For example, we recently began work on contracts with a leading U.S.
residential flooring manufacturer and an international packaging company.
“In addition, we recently introduced two new engraving technologies to
expand our automotive mold texturizing business,” Fix said. “These two
new technologies enable us to offer automobile customers the ability to
texturize all of the exposed surfaces in the interior of their premium
models. We expect the automotive market to remain soft in the second
half of the fiscal year. 1 Looking further ahead, we believe
that our expansion into emerging markets and our new technologies will
help to drive long-term growth.” 1
Engineered
Products Group revenue for the
second quarter remained relatively flat, while operating income declined
by 15.0% year-over-year.
“Spincraft recorded steady revenue growth in the quarter as we continued
to see strong demand from the energy, aerospace and aviation end
markets,” said Fix. “Operating income comparisons for Spincraft in the
second quarter of the year continued to be challenged by contract
milestone payments made in fiscal 2008 that did not occur in fiscal
2009.”
“Electronics revenues declined as softness in the housing and automotive
sectors offset the gains we made in the industrial and aviation and
aerospace markets,” added Fix. “Even with lower year-over-year sales,
however, we reported strong double-digit operating income growth from
Electronics as a result of plant consolidations, material substitutions,
lower commodity pricing and favorable foreign exchange rates.”
The Hydraulics
Products Group reported a 32.7% year-over-year decline in
revenues and an operating loss for the quarter.
“The downturn in the US off-road heavy construction vehicle market was
exacerbated this quarter by liquidity and capital constraints,” said
Fix. “Sales came in lower than expected from our traditional truck
building OEMs as they were impacted by lower construction activity and
liquidity issues. International sales were affected by recessionary
economic conditions as well. In response, we streamlined our workforce
across our operations, and consolidated one manufacturing facility in
Alabama into our main Hydraulics Products Group plant in Ohio.”
“Looking ahead, we are continuing to focus on long-term growth
opportunities domestically and abroad,” said Fix. “We are making
progress in opening our new manufacturing facility in Tianjin, China,
and we expect to export our first shipments of telescopic hoists to
Europe and Korea in the current third quarter. 1
Additionally, we have begun an initiative to diversify our sales beyond
our established stronghold in the dump-truck and dump-trailer
construction equipment market.”
Air
Distribution Products Group (“ADP”) sales for
the quarter declined by 15.5% as a result of the continued severe
downturn in the new residential construction market.
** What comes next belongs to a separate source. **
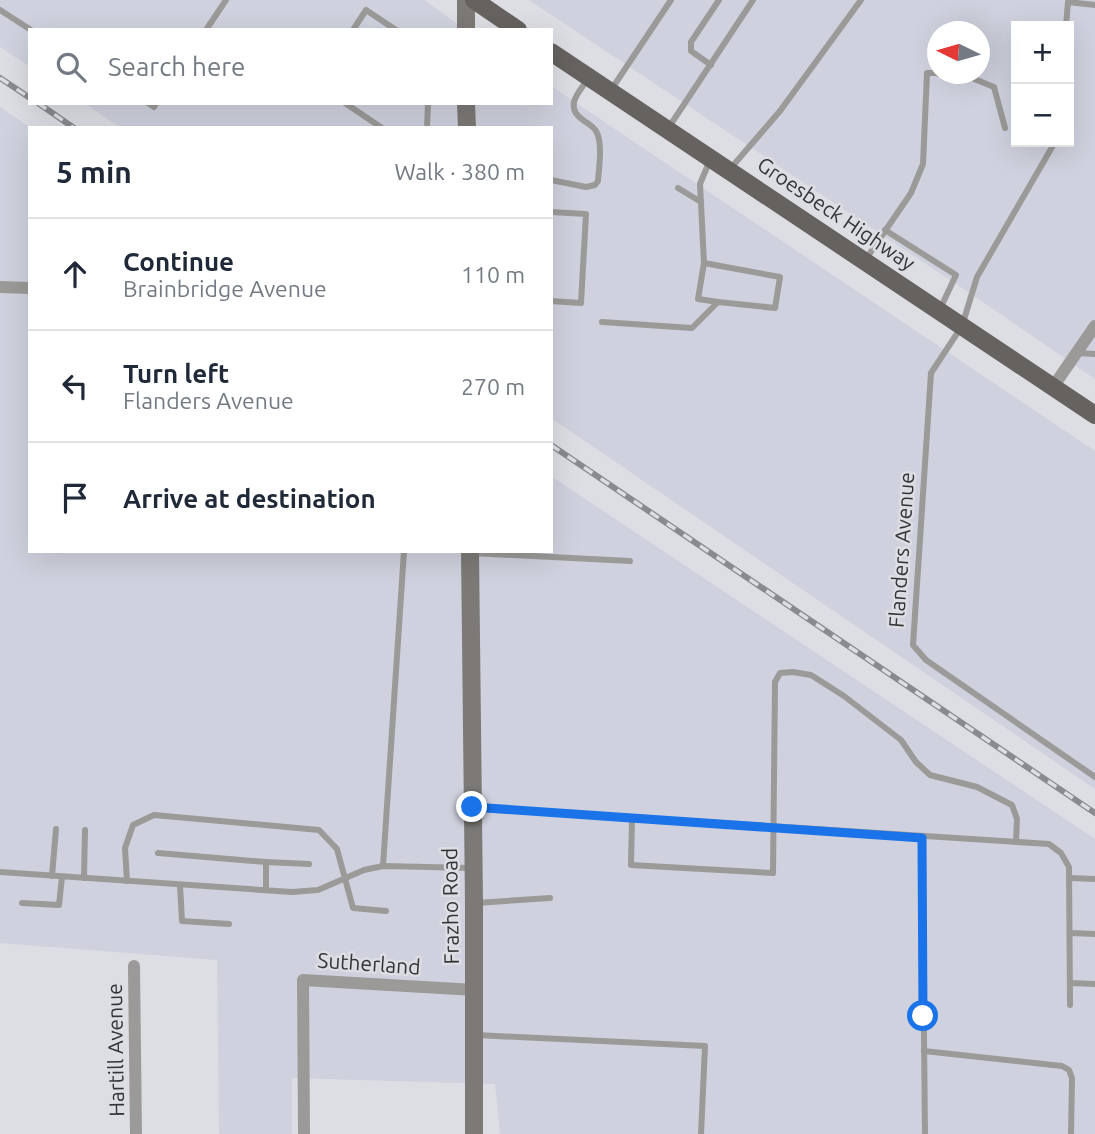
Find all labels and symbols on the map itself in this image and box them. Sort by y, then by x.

After a breakeven
quarter a year ago, ADP reported $2.2 million in operating income in the
second quarter.
“Even in this difficult operating environment, we continue to secure new
customers and achieve market share gains at our Air Distribution
Products Group,” said Fix. “During the second quarter, we began working
with several new HVAC wholesalers in the southeast United States. We
generated significant operating income in the quarter as we benefited
from price increases we implemented in the prior year and lower cost
metal on hand. As we enter the second half of the year we will begin to
use higher cost metal, which will have a negative impact on
profitability.”
Business Outlook
“While visibility remains difficult, we expect that the worldwide
economic slowdown will continue to have a negative affect on our
financial results in the second half of the fiscal year,” 1 said
Fix. “We anticipate this will be especially true in the third quarter,
which is historically seasonally slow. 1 We have acted
aggressively to bring our costs in line with near-term demand and will
continue to take every opportunity to prudently streamline operations.
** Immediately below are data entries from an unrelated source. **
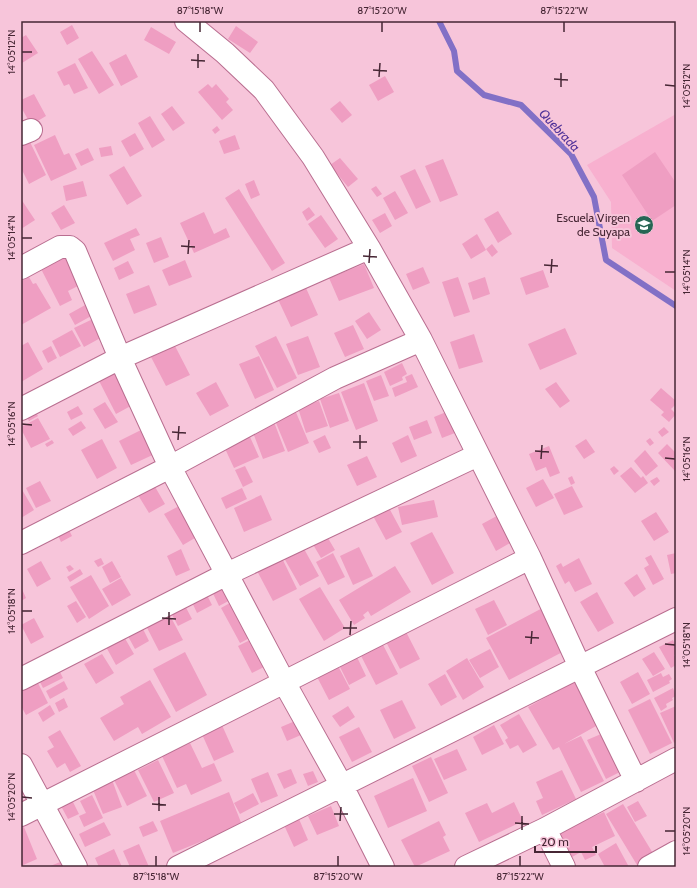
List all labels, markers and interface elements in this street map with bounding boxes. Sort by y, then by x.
text: 87°15'18"W [177,4,224,17]
text: 87°15'20"W [357,4,407,17]
text: 87°15'22"W [540,4,588,17]
text: 14°05'12"N [5,30,18,74]
text: 14°05'12"N [680,64,693,108]
water label: Quebrada [536,105,584,155]
place label: Escuela Virgen de Suyapa [556,210,630,239]
school or university icon: Escuela Virgen de Suyapa [633,214,655,236]
text: 14°05'14"N [5,215,18,261]
text: 14°05'14"N [680,249,693,295]
text: 14°05'16"N [5,401,18,447]
text: 14°05'16"N [680,436,693,482]
text: 14°05'18"N [5,588,18,634]
text: 14°05'18"N [680,622,693,668]
text: 14°05'20"N [5,773,18,821]
text: 14°05'20"N [680,807,693,855]
scale bar [535,828,596,854]
text: 20 m [541,834,569,849]
text: 87°15'18"W [133,870,180,883]
text: 87°15'20"W [313,870,363,883]
text: 87°15'22"W [496,870,544,883]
We expect that the cost-reduction efforts thus far will begin to take
effect in the current third quarter and will be fully realized in the
first quarter of fiscal 2010.” 1
“As we continue to cut costs and focus on generating cash and improving
liquidity in the near term, we are aggressively executing on our growth
strategies in each operating group to leverage long-term opportunities.
We also will continue to invest in innovation to improve productivity,
expand our leadership positions and drive future growth,” concluded Fix.
Conference Call Details
Standex will host a conference call for investors today, Thursday,
January 29, at 10:00 a.m. ET. On the call, Roger Fix, president and CEO,
and Thomas DeByle, CFO, will review the company’s financial results, and
business and operating highlights. Investors interested in listening to
the webcast should log on to the “Investor Relations” section of
Standex’s website, located at www.standex.com.
The Company's slide show accompanying the web cast audio also can be
accessed via its website. To listen to the playback, please dial (888)
286-8010 in the U.S. or (617) 801-6888 internationally;
the passcode is 80100874. The replay also can be accessed in the
“Investor Relations” section of the company’s website, located at www.standex.com.
Use of Non-GAAP Financial Measures
EBITDA, which is "Earnings Before Interest, Taxes, Depreciation and
Amortization," non-GAAP income from operations and non-GAAP net income
from continuing operations are non-GAAP financial measures and are
intended to serve as a complement to results provided in accordance with
accounting principles generally accepted in the United States. Standex
believes that such information provides an additional measurement and
consistent historical comparison of the company's performance. A
reconciliation of the non-GAAP financial measures to the most directly
comparable GAAP measures is available in this news release.
About Standex
Standex
International Corporation is a multi-industry manufacturer in five
broad business segments: Food Service Equipment Group, Air Distribution
Products Group, Engineered Products Group, Engraving Group and
Hydraulics Products Group with operations in the United States, Europe,
Canada, Australia, Singapore, Mexico, Brazil and China. For additional
information, visit the company's website at www.standex.com.
1 Safe Harbor Language
Statements in this news release include, or may be based upon,
management's current expectations, estimates and/or projections about
Standex's markets and industries. These statements are forward-looking
statements within the meaning of The Private Securities Litigation
Reform Act of 1995. Actual results may materially differ from those
indicated by such forward-looking statements as a result of certain
risks, uncertainties and assumptions that are difficult to predict.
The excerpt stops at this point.